Falando (devagar e cuidadosamente) e ouvindo uma variedade de vozes de todo o mundo; visitando o exterior e pensando sobre outros lugares; usando seus acadêmicos – especialmente os que estudaram fora – e realizando conferências internacionais. Entender e absorver ideias e práticas de outros países é algo mais complexo que comprar um carro importado. E muito mais caro. Não há pílulas mágicas de educação comparativa – exceto, claro, soluções que agências de testes internacionais como o Programa Internacional de Avaliação de Alunos [PISA, na sigla em inglês] oferecem.

As instituições de educação profissional capacitam para o domínio técnico e formam indivíduos pensantes. Como você acha que isso pode ser intensificado?

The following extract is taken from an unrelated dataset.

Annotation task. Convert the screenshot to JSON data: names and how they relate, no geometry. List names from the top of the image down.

A resposta é: ensine tudo, menos técnica. A segunda resposta tradicional é mostrar aos técnicos como o trabalho deles é político e social (além de técnico). De qualquer forma, todos os técnicos sérios e experientes, rápida ou lentamente, descobrem isto: as implicações sociais do trabalho se tornam claras para eles e passam a fazer parte da sua sabedoria.

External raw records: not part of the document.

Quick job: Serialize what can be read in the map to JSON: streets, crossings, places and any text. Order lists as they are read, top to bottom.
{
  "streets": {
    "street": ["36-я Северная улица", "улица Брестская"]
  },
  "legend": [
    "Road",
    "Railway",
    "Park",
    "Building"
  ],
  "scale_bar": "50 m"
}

Ao concluir o ensino médio, os jovens ainda têm a tendência de ingressar em universidades. O que fazer para desenvolver a valorização da formação profissional, especialmente na cultura brasileira?
Reequilibrando o retorno financeiro das diferentes profissões; pagando menos aos advogados, jornalistas, economistas etc. Claro que não se pode fazer isso, pelo menos não rapidamente. Você consegue boas profissões através de longas e lentas mudanças culturais historicamente importantes, pois a cultura e a economia, aos poucos, reavaliam certos tipos de trabalho.

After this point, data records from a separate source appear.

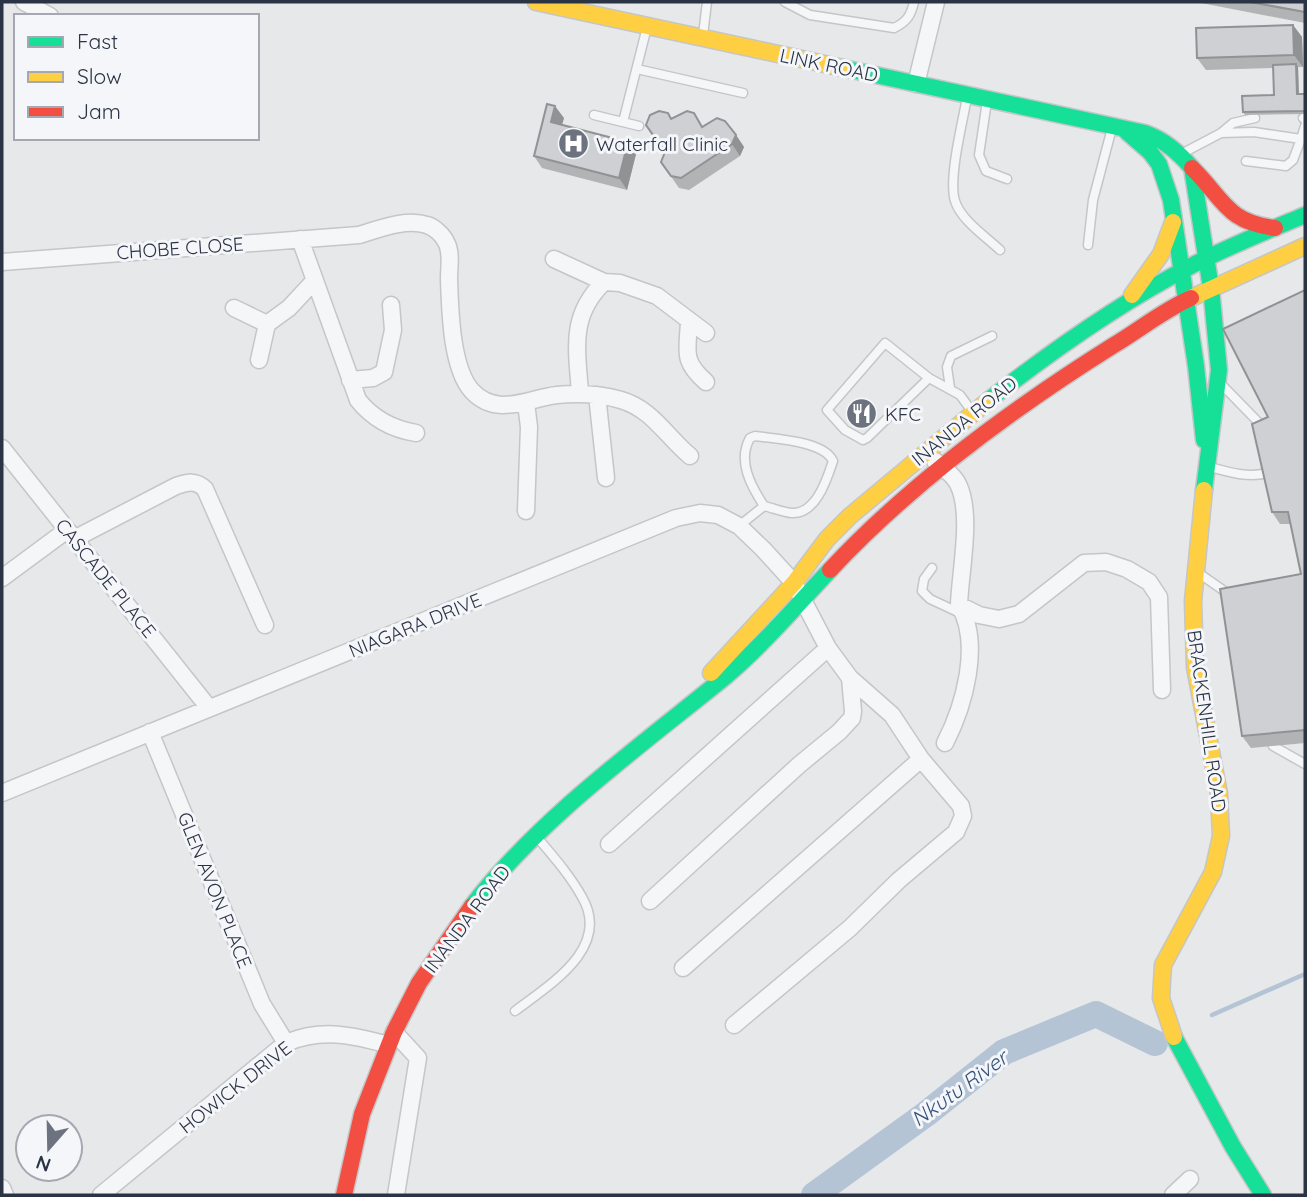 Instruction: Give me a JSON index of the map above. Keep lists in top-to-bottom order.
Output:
{
  "streets": {
    "street": [
      "LINK ROAD",
      "CHOBE CLOSE",
      "INANDA ROAD",
      "CASCADE PLACE",
      "NIAGARA DRIVE",
      "BRACKENHILL ROAD",
      "GLEN AVON PLACE",
      "HOWICK DRIVE"
    ]
  },
  "crossings": [
    ["LINK ROAD", "INANDA ROAD"],
    ["LINK ROAD", "BRACKENHILL ROAD"],
    ["INANDA ROAD", "NIAGARA DRIVE"],
    ["INANDA ROAD", "BRACKENHILL ROAD"],
    ["INANDA ROAD", "HOWICK DRIVE"],
    ["CASCADE PLACE", "NIAGARA DRIVE"],
    ["NIAGARA DRIVE", "GLEN AVON PLACE"],
    ["GLEN AVON PLACE", "HOWICK DRIVE"]
  ],
  "water": ["Nkutu River"],
  "places": {
    "hospital": ["Waterfall Clinic"],
    "restaurant": ["KFC"]
  },
  "legend": ["Fast", "Slow", "Jam"],
  "north": "bottom"
}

É um processo lento – levou três décadas, desde Margareth Thatcher, para persuadir os jovens na Inglaterra de que trabalhar em negócios e, até mesmo, como eletricista ou encanador não era imoral.
Pergunte a si mesmo em quais sociedades aqueles com ‘treinamento profissional’ são altamente valorizados. Por que? E se você pensar que isso é uma ‘solução’, você está apenas começando. A questão não é ‘o que funciona lá’, mas entender a sociologia, a história e a economia que fazem ‘funcionar lá’ e então fazer a pergunta crucial: como isso se transfere para o Brasil e o que precisa ser mudado para que isso funcione aqui?
A questão fundamental é a transferência. E não descobrir o que ‘funciona bem’ em outras sociedades. Então é essencial que ministros da Educação repentinamente empolgados, por exemplo com Xangai, não digam “eu encontrei o futuro e ele funciona”. A questão é como ‘Xangai’ funciona no Brasil. Essa é uma questão que nossos ministros da Educação não parecem ter perguntado a si mesmos seriamente. Eles se empolgam demais com o que viram ‘lá’; encontraram uma ‘solução’, uma pílula mágica.

Na sua visão, quais os desafios da educação profissional no mundo e no Brasil?
Interessantemente, um dos desafios, em especial para o Brasil, talvez, com sua história de colonização portuguesa, influência cultural francesa e influência política estadunidense é não depender de conselhos estrangeiros. Manter um diálogo internacional é outra coisa. Pouquíssimas sociedades são ainda ignorantes o suficiente hoje em dia – embora algumas estejam muito convencidas da própria retidão – para permanecerem fechadas internacionalmente. No entanto, buscar modelos no exterior não deveria, necessariamente, sempre identificar sucessos. Busque os fracassos! Essa pode ser uma forma muito inteligente de pensar sobre coisas, por parte do tempo, pelo menos. Tome cuidado: há diversas redes bem-sucedidas vendendo ‘soluções educacionais’ internacionalmente.
Importar educação não é como importar carros. O Brasil não precisa de vendedores (homens ou mulheres) propagandeando soluções ‘educacionais’, mas precisa de uma série de inúmeras Cassandras*, maravilhosamente educadas, muito alertas e analíticas.

*Nota do tradutor: Personagem da mitologia grega, uma dos 19 filhos do rei Príamo e da rainha Hécuba de Troia. É uma personagem de destaque na Guerra de Troia por prevê-la e alertar seu povo sobre as previsões de destruição. Foi, entretanto, desacreditada e considerada louca, devido a um desentendimento com o deus Apolo, que a amaldiçoou.